Produce stand in Lyon

Produce stand in Lyon

Besides the quality of the dairy products, a few things about this Lyonnais market have really impressed me. Firstly, there is the the matter-of-fact practicality of it. People come armed with large baskets and carpet bags to buy their produce for the week. There is no visible municipal intervention: no public servants, no special amenities, no shelter or banners or signs. The market sets up on a wide piece of asphalt that. When it has been dismantled and packed away, all that remains is an innocuous stretch of riverbank sidewalk. Furthermore, there is no eco-tourism here. The market’s patrons are buying local food because it’s fresh and accessible, not because they are on an environmental crusade or think that handmade sausage would make a charming gift. Patrons are also unlikely to inquire whether the beef they are buying is grass-fed or the chicken free-range.

This practicality is in sharp contrast with the character of Charlottesville’s City Market. A 2012 report by Market Ventures Inc. showed how disproportionately well-off and educated visitors to the market are; indeed, a majority have graduate degrees. They come to make small purchases and to chat with others who share their cultural capital and sociopolitical backgrounds–not to do their weekly groceries. And while the City Market may appear informal because of its location (a parking lot), the municipal government is very much involved in its operation and planning. The Charlottesville City Council even has ambitions to integrate it into a “mixed use market district.” Such a district would provide market-goers with shelters, green space, and running water, while allowing the city to develop a valuable plot of public land and use the market’s economic power to benefit a number of permanent small businesses.*

A second thing that stands out about the Lyonnais marché is the absence of any businesses or kitchen gardeners. Charlottesville takes great pride in hosting the largest farmers’ market in the region, but farmers make up only a portion of the vendors. Shenandoah Joe’s, a local coffee enterprise with several cafés, and Great Harvest Bread Company, a national franchise, have both gotten permission to man stands. There are also a fair number of people who come to sell pies they’ve made in their kitchens or apples they canned in their backyard. In Lyon on the other hand, all the vendors seem to be full-time farmers and artisans. This means that their farms and crafts must furnish them with a substantial and regular profit– freeing them from the need to have second jobs or open cafés. Of course, the fact that Lyon is a city of one million people and can support daily markets plays a big role in this. Charlottesville’s population is certainly too small to do the same. But the solvency and independence of farmers and artisans here also hints at an agricultural economy and legal framework favorable to their existence.

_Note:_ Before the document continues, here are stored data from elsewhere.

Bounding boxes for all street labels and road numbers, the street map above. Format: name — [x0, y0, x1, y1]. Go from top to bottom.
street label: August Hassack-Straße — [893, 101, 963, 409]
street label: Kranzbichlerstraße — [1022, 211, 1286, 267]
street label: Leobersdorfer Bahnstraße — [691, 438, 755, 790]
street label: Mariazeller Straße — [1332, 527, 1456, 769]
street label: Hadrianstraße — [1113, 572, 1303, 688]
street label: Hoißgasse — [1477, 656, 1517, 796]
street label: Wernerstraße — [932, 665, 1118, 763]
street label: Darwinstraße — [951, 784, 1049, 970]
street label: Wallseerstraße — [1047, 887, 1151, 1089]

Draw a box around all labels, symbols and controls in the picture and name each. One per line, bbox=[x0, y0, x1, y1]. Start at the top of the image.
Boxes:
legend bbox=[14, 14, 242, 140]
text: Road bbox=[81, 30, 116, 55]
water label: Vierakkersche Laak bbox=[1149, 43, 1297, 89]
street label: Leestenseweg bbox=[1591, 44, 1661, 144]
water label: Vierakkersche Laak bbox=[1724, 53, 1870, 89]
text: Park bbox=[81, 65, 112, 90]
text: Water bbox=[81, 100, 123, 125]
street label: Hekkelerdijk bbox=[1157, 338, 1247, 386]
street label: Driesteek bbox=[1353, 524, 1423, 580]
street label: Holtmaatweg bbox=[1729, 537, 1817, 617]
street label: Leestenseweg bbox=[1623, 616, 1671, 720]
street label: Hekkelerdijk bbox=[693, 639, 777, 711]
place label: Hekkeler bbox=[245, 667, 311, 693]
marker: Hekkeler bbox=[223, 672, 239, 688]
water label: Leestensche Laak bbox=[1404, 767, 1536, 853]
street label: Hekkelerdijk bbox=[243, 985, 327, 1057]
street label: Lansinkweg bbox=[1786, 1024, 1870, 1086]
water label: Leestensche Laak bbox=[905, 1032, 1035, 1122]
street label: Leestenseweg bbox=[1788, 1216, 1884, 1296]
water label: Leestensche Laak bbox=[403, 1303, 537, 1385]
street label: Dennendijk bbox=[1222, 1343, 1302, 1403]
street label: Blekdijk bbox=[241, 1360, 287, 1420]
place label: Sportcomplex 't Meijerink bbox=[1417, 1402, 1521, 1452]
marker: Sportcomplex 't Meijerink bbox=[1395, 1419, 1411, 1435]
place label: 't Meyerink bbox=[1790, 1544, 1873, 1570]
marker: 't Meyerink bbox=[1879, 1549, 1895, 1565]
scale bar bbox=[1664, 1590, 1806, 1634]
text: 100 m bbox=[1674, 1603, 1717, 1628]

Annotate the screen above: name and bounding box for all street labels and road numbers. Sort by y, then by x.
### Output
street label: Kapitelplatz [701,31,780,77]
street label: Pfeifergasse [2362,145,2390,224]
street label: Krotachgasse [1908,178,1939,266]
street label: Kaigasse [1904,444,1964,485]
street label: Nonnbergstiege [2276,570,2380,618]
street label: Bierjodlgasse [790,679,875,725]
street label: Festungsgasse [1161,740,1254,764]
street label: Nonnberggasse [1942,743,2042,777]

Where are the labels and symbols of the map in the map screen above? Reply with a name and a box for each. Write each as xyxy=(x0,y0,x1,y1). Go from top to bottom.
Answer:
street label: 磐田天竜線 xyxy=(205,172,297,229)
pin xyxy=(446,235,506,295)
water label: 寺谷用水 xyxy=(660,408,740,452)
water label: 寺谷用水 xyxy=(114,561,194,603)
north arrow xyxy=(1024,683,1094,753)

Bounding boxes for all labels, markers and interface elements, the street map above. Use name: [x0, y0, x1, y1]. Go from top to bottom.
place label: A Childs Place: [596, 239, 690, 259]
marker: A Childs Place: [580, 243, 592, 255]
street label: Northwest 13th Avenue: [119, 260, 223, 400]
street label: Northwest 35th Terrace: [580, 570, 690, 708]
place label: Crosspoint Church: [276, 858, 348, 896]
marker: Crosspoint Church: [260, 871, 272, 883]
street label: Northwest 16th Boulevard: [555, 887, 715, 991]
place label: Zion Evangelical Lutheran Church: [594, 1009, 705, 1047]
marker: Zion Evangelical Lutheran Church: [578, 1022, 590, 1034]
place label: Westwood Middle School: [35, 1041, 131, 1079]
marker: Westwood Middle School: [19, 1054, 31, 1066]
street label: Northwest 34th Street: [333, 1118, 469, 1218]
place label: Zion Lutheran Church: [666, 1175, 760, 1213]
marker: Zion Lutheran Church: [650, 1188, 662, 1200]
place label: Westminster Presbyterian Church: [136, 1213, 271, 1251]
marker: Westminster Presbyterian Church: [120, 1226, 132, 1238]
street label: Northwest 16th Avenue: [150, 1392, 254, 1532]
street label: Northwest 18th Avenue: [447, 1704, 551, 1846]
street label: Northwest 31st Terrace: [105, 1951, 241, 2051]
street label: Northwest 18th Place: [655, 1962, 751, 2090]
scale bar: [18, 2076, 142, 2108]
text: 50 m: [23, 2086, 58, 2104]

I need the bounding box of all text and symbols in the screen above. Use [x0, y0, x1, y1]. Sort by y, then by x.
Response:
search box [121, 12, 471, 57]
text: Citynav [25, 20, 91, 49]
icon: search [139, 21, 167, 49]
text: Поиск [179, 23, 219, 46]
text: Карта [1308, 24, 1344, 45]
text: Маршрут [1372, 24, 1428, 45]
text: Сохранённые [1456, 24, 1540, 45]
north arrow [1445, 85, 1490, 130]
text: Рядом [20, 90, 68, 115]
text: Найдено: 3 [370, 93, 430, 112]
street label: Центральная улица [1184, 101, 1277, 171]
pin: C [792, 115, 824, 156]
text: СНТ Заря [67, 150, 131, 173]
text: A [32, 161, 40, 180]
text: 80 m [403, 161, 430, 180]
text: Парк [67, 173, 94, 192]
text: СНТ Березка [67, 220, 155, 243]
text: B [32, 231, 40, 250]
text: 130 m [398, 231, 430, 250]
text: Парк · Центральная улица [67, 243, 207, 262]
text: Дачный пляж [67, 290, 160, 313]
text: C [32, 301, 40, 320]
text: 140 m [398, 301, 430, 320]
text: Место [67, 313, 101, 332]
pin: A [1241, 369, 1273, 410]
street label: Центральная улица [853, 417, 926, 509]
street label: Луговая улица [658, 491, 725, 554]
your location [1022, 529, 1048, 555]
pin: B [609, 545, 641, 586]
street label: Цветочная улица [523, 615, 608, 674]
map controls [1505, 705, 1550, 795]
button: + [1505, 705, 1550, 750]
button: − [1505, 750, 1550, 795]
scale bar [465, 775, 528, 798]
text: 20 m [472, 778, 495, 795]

Produce at the Charlottesville City Market

Produce at the Charlottesville City Market

For me, there is no question that a small farm and market culture is beginning to gather strength in Charlottesville, and that it will continue to do so. But it will be under the wing of the local food movement. Charlottesvillians who shop at the City Market are making a conscious choice to support local farmers, act in an environmentally friendly way, and participate in a local cultural event. But in France, the local food infrastructure may never have disappeared, and so has no need to be revived. A Lyonnaise going to the market is not trying to help a farmer or make a political statement. She just wants to buy her cheese.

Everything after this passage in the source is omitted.